Despite confirmation of waterboarding by the Administration and the existence of a torture program, Attorney Michael Mukasey continues to refuse to acknowledge that waterboarding is a crime and has blocked any criminal investigation that would implicate the President in the commission of a war crime. Now, Democrats are heralding an internal investigation that promises nothing beyond a low-grade ethics review with no likely action against individual lawyers.
At the request of Democrats (including Democratic Sens. Dick Durbin of Illinois and Sheldon Whitehouse of Rhode Island), the Justice Department’s Office of Professional Responsibility (OPR) has opened an investigation into the role of lawyers in approving the torture of detainees. The OPR has long been viewed as a paper tiger, which is most often used to create the appearance of investigation to clear its own attorneys. The only value of an OPR investigation would be to give the appearance of investigation without any substantive action.
While Durbin and Whitehouse have been more active than most of their colleagues (who refuse to even utter the word “torture”), leading democrats have worked behind the scenes to block any serious criminal investigation into either the torture or unlawful surveillance programs — which both Democrats and Republican members knew about for years. For a prior entry, click here.
The suggestion of an internal investigation as a substitute for a criminal investigation is laughable. President Bush intentionally surrounded himself with lawyers and law professors like Steven Bradbury, Viet Dinh, and John Yoo who held extreme views of executive powers. They told him what he wanted to hear and gave him the legal cover to claim legal authority. Mukasey used that advice to refuse to allow any criminal investigation into the torture program under a classic “he-was-just-following-advice-of-counsel” defense for the commission of a war crime.
On Aug. 1, 2002, lawyers like then-Assistant Attorney General Jay Bybee wrote the infamous torture memo for then-White House Counsel Alberto Gonzales, who blindly signed it. Bradbury recently used language that mirrored aspects of that memo in terms of painful techniques that do not cause permanent or lasting injury.

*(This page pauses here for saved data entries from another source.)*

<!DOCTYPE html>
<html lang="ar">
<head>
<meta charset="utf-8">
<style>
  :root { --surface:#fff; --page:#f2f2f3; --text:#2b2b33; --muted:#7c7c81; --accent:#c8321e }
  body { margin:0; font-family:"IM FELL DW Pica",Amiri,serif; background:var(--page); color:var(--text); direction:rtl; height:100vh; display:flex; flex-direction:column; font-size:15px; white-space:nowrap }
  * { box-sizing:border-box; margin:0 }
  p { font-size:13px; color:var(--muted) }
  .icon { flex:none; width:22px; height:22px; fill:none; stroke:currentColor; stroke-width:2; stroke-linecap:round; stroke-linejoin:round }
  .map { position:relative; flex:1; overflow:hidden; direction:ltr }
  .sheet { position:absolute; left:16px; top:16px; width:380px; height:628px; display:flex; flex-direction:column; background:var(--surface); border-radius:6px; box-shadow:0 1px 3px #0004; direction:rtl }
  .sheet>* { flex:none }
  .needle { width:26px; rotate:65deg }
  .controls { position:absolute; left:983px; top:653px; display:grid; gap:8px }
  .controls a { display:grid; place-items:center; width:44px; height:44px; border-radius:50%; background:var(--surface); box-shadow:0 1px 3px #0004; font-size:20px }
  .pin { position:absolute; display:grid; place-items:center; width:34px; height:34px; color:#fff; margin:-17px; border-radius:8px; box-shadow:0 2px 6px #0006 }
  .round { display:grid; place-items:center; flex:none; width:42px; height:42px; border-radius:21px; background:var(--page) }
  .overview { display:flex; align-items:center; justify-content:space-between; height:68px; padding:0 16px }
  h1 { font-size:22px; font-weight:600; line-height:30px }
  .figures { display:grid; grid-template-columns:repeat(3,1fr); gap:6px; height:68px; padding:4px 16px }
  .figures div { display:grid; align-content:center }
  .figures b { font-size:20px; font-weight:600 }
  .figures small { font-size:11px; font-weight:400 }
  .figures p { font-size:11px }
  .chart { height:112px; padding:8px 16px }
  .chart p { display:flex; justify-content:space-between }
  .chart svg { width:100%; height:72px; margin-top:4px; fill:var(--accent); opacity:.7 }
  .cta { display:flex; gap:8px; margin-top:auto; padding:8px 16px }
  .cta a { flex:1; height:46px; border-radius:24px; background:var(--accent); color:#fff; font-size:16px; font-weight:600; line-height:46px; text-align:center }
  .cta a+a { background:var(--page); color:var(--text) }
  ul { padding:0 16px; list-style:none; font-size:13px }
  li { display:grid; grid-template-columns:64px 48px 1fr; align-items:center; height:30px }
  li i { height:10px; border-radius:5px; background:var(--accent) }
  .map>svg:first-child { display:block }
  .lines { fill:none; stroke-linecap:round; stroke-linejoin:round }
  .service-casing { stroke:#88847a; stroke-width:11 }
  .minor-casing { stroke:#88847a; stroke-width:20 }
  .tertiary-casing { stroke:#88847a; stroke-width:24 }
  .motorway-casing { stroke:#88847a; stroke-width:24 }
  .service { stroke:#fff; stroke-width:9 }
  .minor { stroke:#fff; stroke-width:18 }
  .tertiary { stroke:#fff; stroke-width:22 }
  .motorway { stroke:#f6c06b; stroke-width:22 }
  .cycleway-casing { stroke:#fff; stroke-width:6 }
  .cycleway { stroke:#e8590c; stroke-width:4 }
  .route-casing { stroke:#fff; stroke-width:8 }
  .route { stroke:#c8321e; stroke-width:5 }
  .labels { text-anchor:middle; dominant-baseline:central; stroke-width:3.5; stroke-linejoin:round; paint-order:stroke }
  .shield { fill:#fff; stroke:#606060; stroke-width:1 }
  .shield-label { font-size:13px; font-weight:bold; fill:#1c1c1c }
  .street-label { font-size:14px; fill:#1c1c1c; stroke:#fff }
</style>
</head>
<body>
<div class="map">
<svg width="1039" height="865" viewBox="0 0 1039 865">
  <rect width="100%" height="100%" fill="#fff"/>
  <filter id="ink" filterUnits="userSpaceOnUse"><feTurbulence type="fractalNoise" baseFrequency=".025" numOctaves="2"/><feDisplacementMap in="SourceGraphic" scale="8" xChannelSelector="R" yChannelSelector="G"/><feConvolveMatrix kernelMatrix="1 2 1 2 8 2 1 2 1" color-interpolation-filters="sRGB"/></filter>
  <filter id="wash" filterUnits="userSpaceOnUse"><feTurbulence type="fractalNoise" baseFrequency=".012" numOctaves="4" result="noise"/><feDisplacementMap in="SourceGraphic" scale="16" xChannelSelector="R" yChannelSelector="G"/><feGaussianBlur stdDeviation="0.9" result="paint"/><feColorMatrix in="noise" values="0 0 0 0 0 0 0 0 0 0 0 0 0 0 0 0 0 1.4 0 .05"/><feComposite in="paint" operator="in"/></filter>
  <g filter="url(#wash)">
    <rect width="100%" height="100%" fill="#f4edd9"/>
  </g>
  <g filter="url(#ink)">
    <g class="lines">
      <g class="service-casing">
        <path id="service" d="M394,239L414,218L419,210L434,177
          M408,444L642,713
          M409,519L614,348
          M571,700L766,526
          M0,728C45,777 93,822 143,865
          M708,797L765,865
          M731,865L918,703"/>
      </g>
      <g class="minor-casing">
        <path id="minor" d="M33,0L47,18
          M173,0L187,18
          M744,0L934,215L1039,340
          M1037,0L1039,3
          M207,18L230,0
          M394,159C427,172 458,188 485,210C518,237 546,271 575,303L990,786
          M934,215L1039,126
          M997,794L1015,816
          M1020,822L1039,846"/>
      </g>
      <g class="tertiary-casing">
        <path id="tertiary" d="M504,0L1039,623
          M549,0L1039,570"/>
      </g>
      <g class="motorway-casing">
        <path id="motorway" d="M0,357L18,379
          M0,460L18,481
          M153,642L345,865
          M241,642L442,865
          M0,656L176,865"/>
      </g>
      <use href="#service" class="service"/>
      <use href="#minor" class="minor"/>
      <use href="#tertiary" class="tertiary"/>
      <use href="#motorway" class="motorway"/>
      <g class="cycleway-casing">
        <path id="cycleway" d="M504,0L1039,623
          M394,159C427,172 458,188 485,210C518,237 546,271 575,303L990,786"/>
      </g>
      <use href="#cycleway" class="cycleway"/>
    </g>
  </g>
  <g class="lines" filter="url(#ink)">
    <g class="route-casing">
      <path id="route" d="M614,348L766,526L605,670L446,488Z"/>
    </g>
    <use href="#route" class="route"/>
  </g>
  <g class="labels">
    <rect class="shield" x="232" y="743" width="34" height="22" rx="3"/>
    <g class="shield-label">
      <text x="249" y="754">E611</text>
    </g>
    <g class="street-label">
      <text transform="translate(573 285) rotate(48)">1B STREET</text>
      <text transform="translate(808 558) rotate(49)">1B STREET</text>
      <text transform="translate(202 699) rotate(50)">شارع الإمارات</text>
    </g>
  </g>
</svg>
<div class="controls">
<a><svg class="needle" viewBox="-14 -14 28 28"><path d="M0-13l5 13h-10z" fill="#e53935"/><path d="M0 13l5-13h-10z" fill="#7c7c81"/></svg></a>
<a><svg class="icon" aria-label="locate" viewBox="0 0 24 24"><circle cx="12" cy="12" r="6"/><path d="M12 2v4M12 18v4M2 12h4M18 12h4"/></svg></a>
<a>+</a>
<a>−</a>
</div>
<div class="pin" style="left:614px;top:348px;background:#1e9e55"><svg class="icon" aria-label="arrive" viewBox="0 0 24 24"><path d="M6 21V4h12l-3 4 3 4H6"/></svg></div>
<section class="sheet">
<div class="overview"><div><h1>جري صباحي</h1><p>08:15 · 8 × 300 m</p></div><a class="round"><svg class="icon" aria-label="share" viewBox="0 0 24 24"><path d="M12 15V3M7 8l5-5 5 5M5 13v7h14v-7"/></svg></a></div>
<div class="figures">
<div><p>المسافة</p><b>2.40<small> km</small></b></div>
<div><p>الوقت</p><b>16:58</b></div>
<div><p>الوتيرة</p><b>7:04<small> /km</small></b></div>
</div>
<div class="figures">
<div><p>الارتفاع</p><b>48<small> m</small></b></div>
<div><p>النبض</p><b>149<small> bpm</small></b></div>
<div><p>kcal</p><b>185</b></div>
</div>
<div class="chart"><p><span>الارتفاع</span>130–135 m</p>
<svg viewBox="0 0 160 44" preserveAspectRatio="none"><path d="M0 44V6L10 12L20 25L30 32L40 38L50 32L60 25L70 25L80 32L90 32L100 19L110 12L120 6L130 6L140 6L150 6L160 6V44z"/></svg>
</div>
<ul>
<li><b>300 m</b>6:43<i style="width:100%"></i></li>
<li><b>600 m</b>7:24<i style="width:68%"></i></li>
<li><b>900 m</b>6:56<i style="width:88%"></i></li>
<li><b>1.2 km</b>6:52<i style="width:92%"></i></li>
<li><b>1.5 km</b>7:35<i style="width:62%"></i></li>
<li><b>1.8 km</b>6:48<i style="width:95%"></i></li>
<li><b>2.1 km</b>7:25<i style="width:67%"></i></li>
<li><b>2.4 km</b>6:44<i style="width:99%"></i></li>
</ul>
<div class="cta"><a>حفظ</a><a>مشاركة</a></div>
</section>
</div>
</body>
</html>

Notably, Mukasey himself testified implausibly under oath at his confirmation that he did not know what waterboarding was. When he was told, he still refused to acknowledge that international and domestic courts have long defined waterboarding as torture. Democratic Sens. Chuck Schumer and Dianne Feinstein saved his confirmation and allowed him to avoid answering the question. Once in office, he then promptly refused to answer the question at all. To state the obvious (that waterboarding is torture) would trigger an immediate criminal investigation implicating the President himself.
Not only is Mukasey refusing to answer this question before Congress, he is seeking the promotion of one of the lawyers responsible for the bad advice, Bradbury. Click here
Is an OPR review going to go after Mukasey’s continued obstruction or Bradbury’s role? I doubt it. The more likely result is some mild rebuke with no action taken against any lawyer (a classic OPR response to such scandals). Even if OPR surprises the legal world with concrete sanctions, it would only be used by members of Congress and the Administration to distract from the fact that no serious criminal investigation was allowed in either the legislative or executive branches.
Even the statement by Durbin appeared to focus on establishing a political point. He noted that the “answer was preordained and the department was driven by politics and obedience, not law and independence.” It is obviously an important question, but what if OPR came to the same conclusion? These officials will still have succeeded in committing federal and international crimes without any personal penalty. In some ways it is worse for the Justice Department to create a record of dealing with such crimes as simply breaches of professional judgment rather than crimes.
The collusion of Congress to avoid criminal investigation of the torture and unlawful surveillance programs challenges many of the assumptions of the Framers in creating the tripartite system. They assumed that there would be people in either house who would never allow a president to commit criminal acts without a check and balance from the legislative branch. Our modern legislators have defied such logic. For personal reasons, they have found it entirely inconvenient to force a confrontation over these criminal programs — working not just to block serious investigations of these programs but to actually extend immunity to the telecom companies who assisted in the unlawful surveillance program.
This is why the OPR investigation is like salt in the wound for civil libertarians. It is like witnessing a bank robbery and proudly proclaiming that you might issue a speeding ticket to the get-away car. At some point, this political posturing becomes a insult to the intelligence of voters. It is certainly an insult to our constitutional traditions.